Si la République sarkozienne, qui reste la République contrairement à ce que certains tentent de faire accroire, a des velléités de transformer la nature de l’enseignement et d’abaisser la culture générale au niveau le plus bas, celui de la seule « efficacité » économique ou de la seule nécessité consumériste, elle ne doit pas être combattue par une autre forme de bêtise, mais par une action réfléchie qui montre tout l’intérêt d’un enseignement qui élève au lieu d’abaisser au « plus petit commun dénominateur » scolaire.
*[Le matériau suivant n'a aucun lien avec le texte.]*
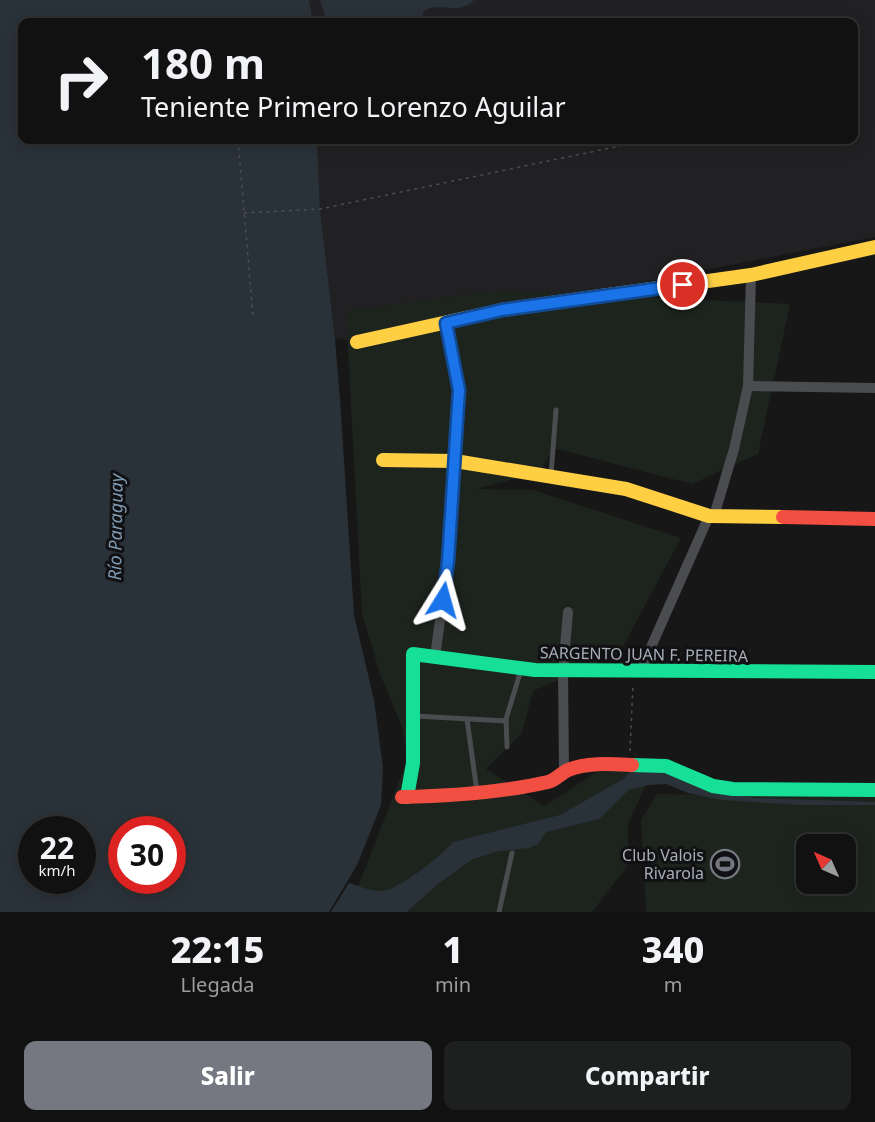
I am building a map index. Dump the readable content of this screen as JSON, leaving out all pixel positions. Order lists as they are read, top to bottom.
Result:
{
  "streets": {
    "street": ["SARGENTO JUAN F. PEREIRA"]
  },
  "water": ["Río Paraguay"],
  "places": {
    "sports": ["Club Valois Rivarola"]
  },
  "north": "top left",
  "page": {
    "turn": ["180 m", "Teniente Primero Lorenzo Aguilar"],
    "speed": "22 km/h",
    "limit": "30",
    "eta": [
      "22:15",
      "Llegada",
      "1",
      "min",
      "340",
      "m"
    ],
    "buttons": ["Salir", "Compartir"]
  }
}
Ce combat pour l’intelligence et pour la curiosité (sans laquelle aucun savoir ne saurait exister, comme l’affirmait Maurras) ne doit pas être négligé et doit user de moyens appropriés, comme un travail d’influence près des acteurs sociaux et politiques, ou comme des actions permettant de montrer toute l’importance des professeurs et de leur savoir-faire dans la formation des élites et des générations actuelles et prochaines.

 

Certains critiqueront mes propos en y voyant une attaque facile et une absence de propositions concrètes… Erreur ! Je suis le premier à participer à des actions d’influence, mais parfois la discrétion est de mise, d’une part, et, d’autre part, le mieux pour se faire entendre n’est pas de contester tout le temps mais de travailler sérieusement, d’en faire « plus » que ce qui est demandé (et payé…), et d’acquérir un droit à la parole (une véritable légitimité à parler) près des administrations et des acteurs du champ public par sa bonne volonté pour lancer des projets éducatifs, pour peser sur les décisions : quand la seule opposition à tout changement apparaît de plus en plus comme un refus de « bouger les choses », c’est en prenant des initiatives pour améliorer, par le fait, les résultats scolaires (cours supplémentaires sur tel ou tel thème ; soutiens scolaires ; projets d’intégration scolaire ; etc. : liste non limitative et ouverte à l’imagination et à la bonne volonté…), pour mettre un peu d’huile dans les rouages d’une Education nationale aujourd’hui victime de sa « réputation » et de son « bilan » (mais aussi de l’attitude de certains collègues qui oublient de « servir » avant de revendiquer), pour redorer son blason près d’une Opinion de plus en plus critique à l’égard d’un système éducatif considéré comme « bloqué » (ce qu’il est !) et « inefficace » (ce qui n’est pas vraiment exact…), que l’on pourra sauver ce qui doit l’être et permettre ce qui est nécessaire.

 

L’éducation des jeunes générations est un enjeu important pour le système républicain, pour cette société démocratique et « distractionnaire » (selon l’expression terrible de Philippe Muray) qui, à l’image de l’actuel président-gouverneur, n’aime pas « la princesse de Clèves » et préfèrerait faire de simples consommateurs que des « hommes libres » que, d’ailleurs, il n’appartient à aucun Etat de faire comme le rappelait opportunément Bernanos… Le vrai combat pour l’intelligence se gagnera par « l’intelligence politique d’abord », et non par des actions inconsidérées et vaines qui discréditent les profs et rendent plus difficilement acceptables leurs inquiétudes…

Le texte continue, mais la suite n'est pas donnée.